REQUIREMENT
What you return must be the lines from the first one below through the one containing "M1060,267L1133,373L987,472L917,370Z", exactly and with pictures excluded.

^^^^^^^^

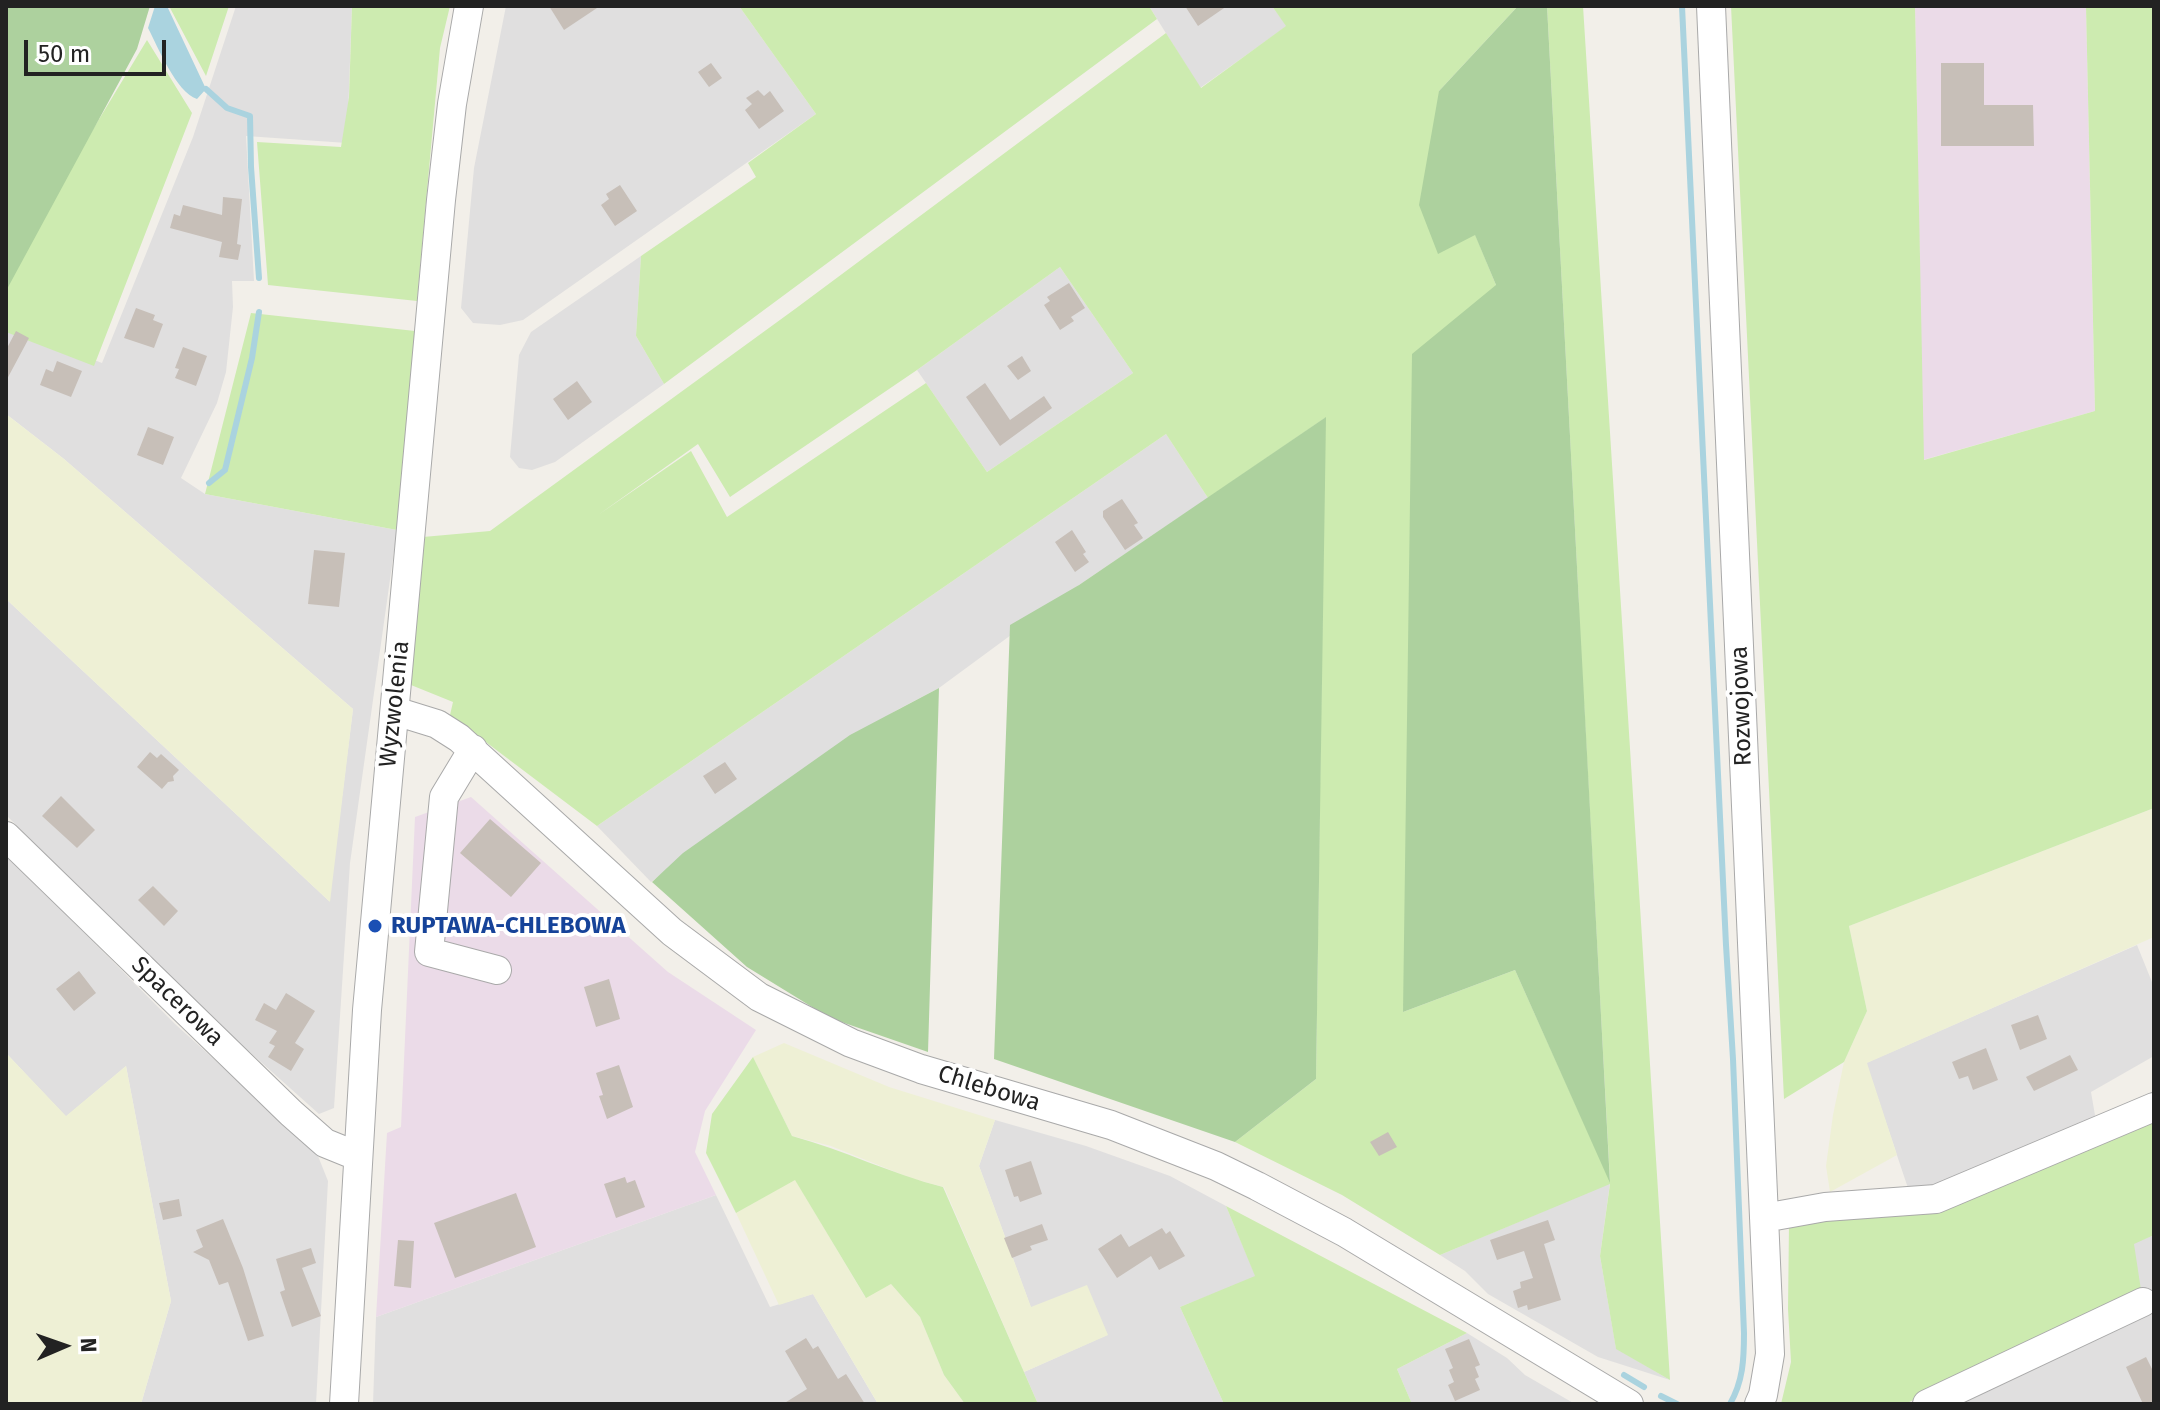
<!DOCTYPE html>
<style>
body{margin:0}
#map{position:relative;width:2160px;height:1410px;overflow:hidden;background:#f2efe9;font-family:"Fira Sans",sans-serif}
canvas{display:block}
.frame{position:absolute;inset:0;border:8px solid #222;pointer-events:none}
.north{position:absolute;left:24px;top:1306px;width:80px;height:80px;-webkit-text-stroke:6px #fff;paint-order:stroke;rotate:88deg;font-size:22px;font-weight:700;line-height:32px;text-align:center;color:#222}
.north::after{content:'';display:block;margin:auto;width:28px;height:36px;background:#222;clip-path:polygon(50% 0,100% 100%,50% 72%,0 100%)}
.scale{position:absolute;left:24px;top:40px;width:142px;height:36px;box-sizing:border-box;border:4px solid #222;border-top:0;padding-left:10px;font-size:24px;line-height:28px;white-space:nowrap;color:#222;-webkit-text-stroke:6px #fff;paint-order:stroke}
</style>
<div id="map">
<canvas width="2160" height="1410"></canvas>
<div class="frame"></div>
<div class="north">N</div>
<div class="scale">50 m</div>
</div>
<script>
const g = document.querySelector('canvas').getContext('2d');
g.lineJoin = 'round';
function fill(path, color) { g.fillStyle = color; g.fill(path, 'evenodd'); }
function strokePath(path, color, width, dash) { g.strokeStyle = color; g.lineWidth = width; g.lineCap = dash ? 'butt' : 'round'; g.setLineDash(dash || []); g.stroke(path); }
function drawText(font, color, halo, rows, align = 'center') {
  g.font = font + ' "Fira Sans",sans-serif'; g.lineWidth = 8; g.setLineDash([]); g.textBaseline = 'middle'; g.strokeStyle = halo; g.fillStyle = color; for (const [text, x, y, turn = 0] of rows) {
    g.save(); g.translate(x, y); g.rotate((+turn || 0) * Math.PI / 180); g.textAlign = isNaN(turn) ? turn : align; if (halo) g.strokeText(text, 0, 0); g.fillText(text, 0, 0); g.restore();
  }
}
fill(new Path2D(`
 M236,6H352L347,143L246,136L254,281H232L233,307L226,372L217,403L181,478L205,494L397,530L350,863L334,1108L319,1114L195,1003L6,815V599L329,901L353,709L64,459L6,414V326L102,363L193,137Z
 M506,6H739L816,114L523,320L500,325L473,323L461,308L474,168Z
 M1149,6H1272L1287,26L1200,88Z
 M641,256L636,336L664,384L555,462L532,470L519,468L510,457L519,355L531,332Z
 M1060,267L1133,373L987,472L917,370Z
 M1166,434L1208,498L1079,585L939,688L897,710L751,805L651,882L597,826Z
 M6,854L175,1024L316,1151L328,1181L316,1404H141L171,1301L126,1066L66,1117L6,1053Z
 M2137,945L2154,987V1056L2091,1092L2096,1121L1911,1197L1866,1063Z
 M995,1120L1086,1146L1170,1176L1226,1206L1256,1277L1180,1307L1224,1404H1038L1024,1372L1107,1335L1031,1308L979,1166Z
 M1610,1183L1600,1256L1616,1348L1670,1380L1598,1357L1488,1294L1465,1271L1440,1255Z
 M716,1195L770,1307L813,1294L878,1404H373L376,1317Z
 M2154,1235V1404H1952L2134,1243Z
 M1467,1333L1507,1358L1525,1375L1575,1404H1412L1397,1369Z`), '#e0dfdf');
fill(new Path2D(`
 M1915,6H2086L2095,411L1923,460Z
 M471,797L668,972L756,1030L705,1111L695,1152L716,1195L376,1317L387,1133L401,1127L415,817Z`), '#ebdbe8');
fill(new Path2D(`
 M6,414L64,459L353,709L330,902L6,599Z
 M2154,808V937L1867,1063L1897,1155L1830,1192L1826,1166L1833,1115L1844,1062L1867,1011L1849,926Z
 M784,1043L889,1087L995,1120L979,1166L1031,1307L1087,1285L1108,1335L1024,1372L944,1187L913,1179L831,1146L792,1136L753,1057Z
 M6,1053L66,1116L126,1066L171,1301L141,1404H6Z
 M795,1179L865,1297L891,1284L920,1317L944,1375L965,1404H878L813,1294L779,1305L736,1213Z`), '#eef0d5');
fill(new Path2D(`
 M169,6H229L206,76Z
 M352,6H450L440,48L417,301L268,285L257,142L341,147L349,97Z
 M739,6H1149L1157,19L664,384L636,336L641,256L756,177L748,163L816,114Z
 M1272,6H1518L1439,91L1475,234L1496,285L1403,1012L1515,970L1610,1181L1584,703L1578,699L1571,612L1579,605L1547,6H1583L1670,1380L1616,1349L1600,1256L1610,1184L1440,1255L1342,1195L1235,1142L1316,1079L1325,418L1208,498L1166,434L597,826L450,715L453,702L411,685L423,537L490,531L795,309L1166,33L1201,88L1286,26ZM1060,267L1133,373L987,472L926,383L727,517L691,451L598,515L698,444L730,497L917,370Z
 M1731,6H1915L1924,460L2095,411L2086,6H2154V808L1849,926L1867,1011L1844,1062L1784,1099Z
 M147,40L192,113L94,366L6,332V273Z
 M251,313L415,331L397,530L205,494Z
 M753,1057L792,1136C844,1150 891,1174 943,1187L1038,1404H965L944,1375L920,1317L891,1284L866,1298L795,1180L736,1213L706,1153L712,1114Z
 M2154,1118V1235L2134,1244L2141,1290L1905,1404H1781L1791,1362L1788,1309L1789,1224L1855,1213Z
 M1226,1206L1467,1333L1397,1369L1412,1404H1224L1180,1307L1255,1276Z`), '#cdebb0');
fill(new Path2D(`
 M6,6H150L137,49L6,291Z
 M1518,6H1547L1610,1183L1515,970L1403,1012L1412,354L1496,285L1475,235L1438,254L1419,205L1439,91Z
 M1326,417L1316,1079L1235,1142L994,1059L1010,625L1079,585Z
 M939,688L928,1052L830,1018L747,967L652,882L683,853L850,735Z`), '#add19e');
fill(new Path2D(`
 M155,6H167L206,89L197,99C176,92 158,47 148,28Z`), '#aad3df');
strokePath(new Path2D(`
 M1682,6L1726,945L1733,1059L1744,1333C1744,1360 1743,1381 1730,1404
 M206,89L227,108L250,116L251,167L259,278
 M209,483L225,470L252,358L259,312
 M1624,1375L1644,1387
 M1661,1396L1677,1404`), '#aad3df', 6);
fill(new Path2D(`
 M549,6H600L564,30Z
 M1185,6H1227L1198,26Z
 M711,63L722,78L709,87L698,72Z
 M1941,63H1984V105H2033L2034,146H1941Z
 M758,90L764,96L770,91L784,111L759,129L745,110L752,104L746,98Z
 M620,185L637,211L615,226L601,205L609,199L606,194Z
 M223,197L242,199L237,244L241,245L238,260L219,257L222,242L170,228L174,214L180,216L183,205L222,215Z
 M1069,283L1085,308L1071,317L1074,321L1060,330L1044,305L1050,301L1047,297Z
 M136,308L155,315L153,320L163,324L154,348L124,338Z
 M16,331L29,338L6,381V350Z
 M183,347L207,356L196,386L175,378L179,369L175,368Z
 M1022,356L1031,371L1018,380L1007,366Z
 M57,361L82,371L71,397L40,385L46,369L53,372Z
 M577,381L592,402L568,420L553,399Z
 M985,383L1010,420L1044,396L1052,408L1000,446L966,397Z
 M148,427L174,437L163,465L137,455Z
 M1122,499L1138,523L1134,525L1143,538L1125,550L1103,517V511Z
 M1072,530L1086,552L1083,554L1089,562L1075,572L1055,542Z
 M314,550L345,553L339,607L308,604Z
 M150,752L157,758L161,754L179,770L173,776L174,781L168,782L162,789L137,767Z
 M725,762L737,779L715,794L703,776Z
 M61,796L95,830L77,848L42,816Z
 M490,819L541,863L511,897L460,853Z
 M153,886L178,911L164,926L138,900Z
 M79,971L96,993L74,1011L56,989Z
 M609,979L620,1019L596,1027L584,987Z
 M286,993L315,1011L295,1043L304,1049L291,1071L268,1057L275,1046L269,1043L277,1031L255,1020L264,1003L276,1010Z
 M2038,1015L2047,1039L2020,1050L2011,1025Z
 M1986,1048L1998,1080L1973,1090L1968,1076L1959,1079L1952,1062Z
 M2070,1055L2078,1070L2034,1091L2026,1077Z
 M619,1065L633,1107L607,1119L599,1096L603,1095L596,1073Z
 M1388,1132L1397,1147L1379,1156L1370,1142Z
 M1031,1161L1042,1194L1020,1202L1018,1196L1014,1197L1005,1170Z
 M625,1177L627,1183L635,1180L645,1207L616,1218L604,1184Z
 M516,1193L536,1247L455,1278L434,1223Z
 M179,1199L182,1216L163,1220L159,1203Z
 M223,1219L243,1268L264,1336L248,1341L228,1282L219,1285L209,1260L193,1252L203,1247L196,1230Z
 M1548,1220L1555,1240L1544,1244L1561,1300L1528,1310L1527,1305L1518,1308L1513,1291L1521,1288L1520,1282L1533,1278L1524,1251L1497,1260L1490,1240Z
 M1042,1224L1048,1240L1030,1246L1032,1250L1012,1258L1004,1238Z
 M1162,1228L1166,1234L1170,1231L1185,1256L1159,1270L1151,1256L1117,1278L1098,1249L1121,1234L1129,1247Z
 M398,1240L414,1241L411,1288L394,1286Z
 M311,1248L316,1263L302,1268L321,1316L292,1327L280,1292L285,1290L276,1259Z
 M806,1338L813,1349L818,1346L838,1379L846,1374L865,1404H783L807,1389L785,1351Z
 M1469,1339L1480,1365L1475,1367L1479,1377L1475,1379L1480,1390L1455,1401L1448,1385L1454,1382L1449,1370L1453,1368L1445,1349Z
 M2146,1357L2154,1373V1404H2143L2126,1367Z`), '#c7bfb8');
const minor = new Path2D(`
 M1711,6L1770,1354L1763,1395L1759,1404
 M395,711L437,724L459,738L672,932L759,997L851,1043L921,1069L1111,1125L1216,1166L1257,1186L1344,1232L1629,1404
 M473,749L444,797L429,952L497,970
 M6,836L291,1113L325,1143L357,1156
 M1764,1218L1825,1207L1936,1199L2154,1107
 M344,1404L367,1010L441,200L452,104L469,6
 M1927,1404L2143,1302`);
strokePath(minor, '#a9a9a9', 30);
strokePath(minor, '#fff', 28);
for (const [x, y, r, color] of [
 [375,926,8,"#1a4fb4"]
]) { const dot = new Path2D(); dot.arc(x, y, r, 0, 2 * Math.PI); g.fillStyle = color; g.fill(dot); strokePath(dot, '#fff', 3); }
drawText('24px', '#222', '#fff', [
 ["Wyzwolenia",395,704,-84],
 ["Rozwojowa",1742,706,-92],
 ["Spacerowa",177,1002,44],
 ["Chlebowa",989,1089,17]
]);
drawText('bold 24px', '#164399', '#fff', [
 ["RUPTAWA-CHLEBOWA",391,926]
], 'left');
</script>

^^^^^^^^

ANSWER BELOW
<!DOCTYPE html>
<style>
body{margin:0}
#map{position:relative;width:2160px;height:1410px;overflow:hidden;background:#f2efe9;font-family:"Fira Sans",sans-serif}
canvas{display:block}
.frame{position:absolute;inset:0;border:8px solid #222;pointer-events:none}
.north{position:absolute;left:24px;top:1306px;width:80px;height:80px;-webkit-text-stroke:6px #fff;paint-order:stroke;rotate:88deg;font-size:22px;font-weight:700;line-height:32px;text-align:center;color:#222}
.north::after{content:'';display:block;margin:auto;width:28px;height:36px;background:#222;clip-path:polygon(50% 0,100% 100%,50% 72%,0 100%)}
.scale{position:absolute;left:24px;top:40px;width:142px;height:36px;box-sizing:border-box;border:4px solid #222;border-top:0;padding-left:10px;font-size:24px;line-height:28px;white-space:nowrap;color:#222;-webkit-text-stroke:6px #fff;paint-order:stroke}
</style>
<div id="map">
<canvas width="2160" height="1410"></canvas>
<div class="frame"></div>
<div class="north">N</div>
<div class="scale">50 m</div>
</div>
<script>
const g = document.querySelector('canvas').getContext('2d');
g.lineJoin = 'round';
function fill(path, color) { g.fillStyle = color; g.fill(path, 'evenodd'); }
function strokePath(path, color, width, dash) { g.strokeStyle = color; g.lineWidth = width; g.lineCap = dash ? 'butt' : 'round'; g.setLineDash(dash || []); g.stroke(path); }
function drawText(font, color, halo, rows, align = 'center') {
  g.font = font + ' "Fira Sans",sans-serif'; g.lineWidth = 8; g.setLineDash([]); g.textBaseline = 'middle'; g.strokeStyle = halo; g.fillStyle = color; for (const [text, x, y, turn = 0] of rows) {
    g.save(); g.translate(x, y); g.rotate((+turn || 0) * Math.PI / 180); g.textAlign = isNaN(turn) ? turn : align; if (halo) g.strokeText(text, 0, 0); g.fillText(text, 0, 0); g.restore();
  }
}
fill(new Path2D(`
 M236,6H352L347,143L246,136L254,281H232L233,307L226,372L217,403L181,478L205,494L397,530L350,863L334,1108L319,1114L195,1003L6,815V599L329,901L353,709L64,459L6,414V326L102,363L193,137Z
 M506,6H739L816,114L523,320L500,325L473,323L461,308L474,168Z
 M1149,6H1272L1287,26L1200,88Z
 M641,256L636,336L664,384L555,462L532,470L519,468L510,457L519,355L531,332Z
 M1060,267L1133,373L987,472L917,370Z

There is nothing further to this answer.